*Data supplied*.
+++++
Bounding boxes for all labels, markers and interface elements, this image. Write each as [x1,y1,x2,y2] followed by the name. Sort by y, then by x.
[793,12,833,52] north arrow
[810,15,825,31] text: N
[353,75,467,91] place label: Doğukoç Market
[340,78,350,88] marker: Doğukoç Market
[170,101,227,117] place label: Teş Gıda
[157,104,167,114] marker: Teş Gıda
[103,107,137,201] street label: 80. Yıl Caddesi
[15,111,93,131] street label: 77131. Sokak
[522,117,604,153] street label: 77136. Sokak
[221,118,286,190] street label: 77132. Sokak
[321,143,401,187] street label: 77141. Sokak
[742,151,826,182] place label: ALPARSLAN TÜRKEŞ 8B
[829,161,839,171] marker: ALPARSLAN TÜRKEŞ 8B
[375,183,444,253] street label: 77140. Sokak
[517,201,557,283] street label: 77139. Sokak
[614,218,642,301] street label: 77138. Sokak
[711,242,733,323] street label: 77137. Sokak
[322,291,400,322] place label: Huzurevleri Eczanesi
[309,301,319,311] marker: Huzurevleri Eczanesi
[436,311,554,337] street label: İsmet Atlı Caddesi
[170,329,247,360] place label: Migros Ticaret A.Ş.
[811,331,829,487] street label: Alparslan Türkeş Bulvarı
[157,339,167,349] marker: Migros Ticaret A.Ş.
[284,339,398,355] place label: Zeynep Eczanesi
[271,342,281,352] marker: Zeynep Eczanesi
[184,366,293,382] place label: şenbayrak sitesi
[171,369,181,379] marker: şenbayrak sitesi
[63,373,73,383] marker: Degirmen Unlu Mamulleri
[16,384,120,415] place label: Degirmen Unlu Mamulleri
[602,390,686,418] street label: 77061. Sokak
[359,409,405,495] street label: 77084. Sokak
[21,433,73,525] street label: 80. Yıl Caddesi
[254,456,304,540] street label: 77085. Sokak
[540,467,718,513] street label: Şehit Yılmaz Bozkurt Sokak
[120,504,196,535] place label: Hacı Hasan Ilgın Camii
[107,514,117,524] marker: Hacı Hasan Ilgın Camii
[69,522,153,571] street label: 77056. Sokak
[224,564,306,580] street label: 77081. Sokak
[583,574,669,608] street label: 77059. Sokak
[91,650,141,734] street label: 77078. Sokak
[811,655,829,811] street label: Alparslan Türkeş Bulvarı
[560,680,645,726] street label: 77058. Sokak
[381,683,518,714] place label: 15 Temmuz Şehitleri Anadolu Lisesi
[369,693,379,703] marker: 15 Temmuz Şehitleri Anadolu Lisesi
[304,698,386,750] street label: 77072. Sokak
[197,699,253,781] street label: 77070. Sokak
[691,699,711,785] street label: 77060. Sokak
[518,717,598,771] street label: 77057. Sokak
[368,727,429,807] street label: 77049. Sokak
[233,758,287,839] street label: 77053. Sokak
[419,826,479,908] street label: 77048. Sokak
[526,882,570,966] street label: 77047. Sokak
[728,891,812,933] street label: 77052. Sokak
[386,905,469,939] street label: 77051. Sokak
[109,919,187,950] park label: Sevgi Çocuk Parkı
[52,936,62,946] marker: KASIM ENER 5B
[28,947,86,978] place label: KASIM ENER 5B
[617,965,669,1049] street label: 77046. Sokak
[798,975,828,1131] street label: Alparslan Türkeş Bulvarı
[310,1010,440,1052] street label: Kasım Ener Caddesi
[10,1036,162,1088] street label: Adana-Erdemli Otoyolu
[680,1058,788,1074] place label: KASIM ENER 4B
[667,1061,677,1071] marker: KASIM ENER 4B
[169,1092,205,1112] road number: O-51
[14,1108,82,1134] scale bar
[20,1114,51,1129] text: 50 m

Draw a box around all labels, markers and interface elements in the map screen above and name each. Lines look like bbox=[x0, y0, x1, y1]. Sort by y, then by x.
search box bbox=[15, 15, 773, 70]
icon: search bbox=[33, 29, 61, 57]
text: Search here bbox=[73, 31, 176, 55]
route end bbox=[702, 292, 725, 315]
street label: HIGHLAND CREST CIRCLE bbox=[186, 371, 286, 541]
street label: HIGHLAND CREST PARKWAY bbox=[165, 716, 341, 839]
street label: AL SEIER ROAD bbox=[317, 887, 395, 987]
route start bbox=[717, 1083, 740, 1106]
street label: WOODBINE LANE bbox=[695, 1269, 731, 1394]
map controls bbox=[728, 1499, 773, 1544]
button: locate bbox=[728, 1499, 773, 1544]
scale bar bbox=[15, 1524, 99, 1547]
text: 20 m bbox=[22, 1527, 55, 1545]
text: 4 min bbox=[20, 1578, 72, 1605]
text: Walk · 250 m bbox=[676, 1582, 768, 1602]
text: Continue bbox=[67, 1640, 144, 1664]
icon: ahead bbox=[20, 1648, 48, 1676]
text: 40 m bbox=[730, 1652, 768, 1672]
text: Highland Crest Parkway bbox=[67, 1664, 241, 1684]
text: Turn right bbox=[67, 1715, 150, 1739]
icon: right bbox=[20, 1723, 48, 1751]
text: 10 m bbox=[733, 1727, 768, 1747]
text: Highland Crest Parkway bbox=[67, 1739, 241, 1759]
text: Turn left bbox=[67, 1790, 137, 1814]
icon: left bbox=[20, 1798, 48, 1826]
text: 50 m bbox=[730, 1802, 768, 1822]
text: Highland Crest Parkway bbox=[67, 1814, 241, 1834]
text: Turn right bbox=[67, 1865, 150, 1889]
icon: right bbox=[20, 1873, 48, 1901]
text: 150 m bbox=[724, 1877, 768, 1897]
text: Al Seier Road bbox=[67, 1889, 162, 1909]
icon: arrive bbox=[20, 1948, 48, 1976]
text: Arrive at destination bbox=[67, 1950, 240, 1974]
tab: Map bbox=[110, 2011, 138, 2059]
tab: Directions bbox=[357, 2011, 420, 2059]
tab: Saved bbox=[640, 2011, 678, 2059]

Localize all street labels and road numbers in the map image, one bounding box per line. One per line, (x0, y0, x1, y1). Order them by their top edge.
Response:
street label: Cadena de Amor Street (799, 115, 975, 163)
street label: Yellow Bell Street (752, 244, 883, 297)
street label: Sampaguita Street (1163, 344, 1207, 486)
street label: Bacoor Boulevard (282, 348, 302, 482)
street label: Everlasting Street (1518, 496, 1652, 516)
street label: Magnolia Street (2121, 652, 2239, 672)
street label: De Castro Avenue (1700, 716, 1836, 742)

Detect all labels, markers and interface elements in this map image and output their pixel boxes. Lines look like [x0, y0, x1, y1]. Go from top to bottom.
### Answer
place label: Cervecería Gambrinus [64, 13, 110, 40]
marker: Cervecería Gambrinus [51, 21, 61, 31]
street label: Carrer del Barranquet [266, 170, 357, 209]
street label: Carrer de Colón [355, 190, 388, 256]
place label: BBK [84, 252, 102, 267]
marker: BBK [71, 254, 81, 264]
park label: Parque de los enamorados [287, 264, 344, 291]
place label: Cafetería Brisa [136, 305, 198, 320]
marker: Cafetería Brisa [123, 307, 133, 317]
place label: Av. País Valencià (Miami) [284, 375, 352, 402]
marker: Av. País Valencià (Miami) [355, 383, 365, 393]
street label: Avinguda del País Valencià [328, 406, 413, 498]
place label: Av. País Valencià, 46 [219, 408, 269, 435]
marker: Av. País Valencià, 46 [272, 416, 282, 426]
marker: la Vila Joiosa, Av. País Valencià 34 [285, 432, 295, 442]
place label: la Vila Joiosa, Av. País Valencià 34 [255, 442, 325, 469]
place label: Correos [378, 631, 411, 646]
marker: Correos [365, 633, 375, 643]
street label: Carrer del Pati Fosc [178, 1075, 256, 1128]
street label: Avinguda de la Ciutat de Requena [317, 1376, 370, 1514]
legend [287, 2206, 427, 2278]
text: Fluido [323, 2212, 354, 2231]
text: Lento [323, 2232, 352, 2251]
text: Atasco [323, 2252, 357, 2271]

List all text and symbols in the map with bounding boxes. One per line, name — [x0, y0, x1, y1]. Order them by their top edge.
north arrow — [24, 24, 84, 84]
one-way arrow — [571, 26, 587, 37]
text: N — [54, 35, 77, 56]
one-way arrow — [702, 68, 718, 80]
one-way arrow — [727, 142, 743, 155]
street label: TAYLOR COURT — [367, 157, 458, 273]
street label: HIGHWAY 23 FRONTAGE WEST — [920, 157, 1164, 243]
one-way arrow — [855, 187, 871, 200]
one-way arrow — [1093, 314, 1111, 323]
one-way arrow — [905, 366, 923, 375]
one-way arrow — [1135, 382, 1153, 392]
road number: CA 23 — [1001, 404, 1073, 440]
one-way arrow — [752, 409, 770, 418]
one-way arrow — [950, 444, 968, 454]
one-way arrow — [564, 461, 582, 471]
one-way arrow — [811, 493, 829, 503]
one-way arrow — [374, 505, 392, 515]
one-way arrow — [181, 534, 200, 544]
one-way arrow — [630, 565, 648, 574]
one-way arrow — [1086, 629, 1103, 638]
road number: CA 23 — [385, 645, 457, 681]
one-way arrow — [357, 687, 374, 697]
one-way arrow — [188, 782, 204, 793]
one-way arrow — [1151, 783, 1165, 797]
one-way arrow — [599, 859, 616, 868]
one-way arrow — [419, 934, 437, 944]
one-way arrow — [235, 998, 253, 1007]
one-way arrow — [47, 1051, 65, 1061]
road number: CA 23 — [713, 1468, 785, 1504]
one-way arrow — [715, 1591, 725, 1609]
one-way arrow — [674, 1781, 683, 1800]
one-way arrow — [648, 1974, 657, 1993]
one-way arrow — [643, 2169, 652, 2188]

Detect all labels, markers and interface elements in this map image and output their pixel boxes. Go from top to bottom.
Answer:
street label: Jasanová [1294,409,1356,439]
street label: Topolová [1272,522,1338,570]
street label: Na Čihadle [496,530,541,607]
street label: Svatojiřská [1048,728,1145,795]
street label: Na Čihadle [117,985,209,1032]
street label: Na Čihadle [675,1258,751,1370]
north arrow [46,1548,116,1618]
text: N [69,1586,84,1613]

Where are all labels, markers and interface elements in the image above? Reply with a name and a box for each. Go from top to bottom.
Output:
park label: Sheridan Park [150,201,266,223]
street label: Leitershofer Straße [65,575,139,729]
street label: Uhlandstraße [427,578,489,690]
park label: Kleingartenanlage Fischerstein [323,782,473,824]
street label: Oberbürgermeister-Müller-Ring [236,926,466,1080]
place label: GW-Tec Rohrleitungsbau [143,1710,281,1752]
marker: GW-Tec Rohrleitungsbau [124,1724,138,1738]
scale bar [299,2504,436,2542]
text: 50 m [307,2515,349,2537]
+++++
*What you will do*. Return all lines from the data above with "Hasan" in them.

*Response to this task*.
[120,504,196,535] place label: Hacı Hasan Ilgın Camii
[107,514,117,524] marker: Hacı Hasan Ilgın Camii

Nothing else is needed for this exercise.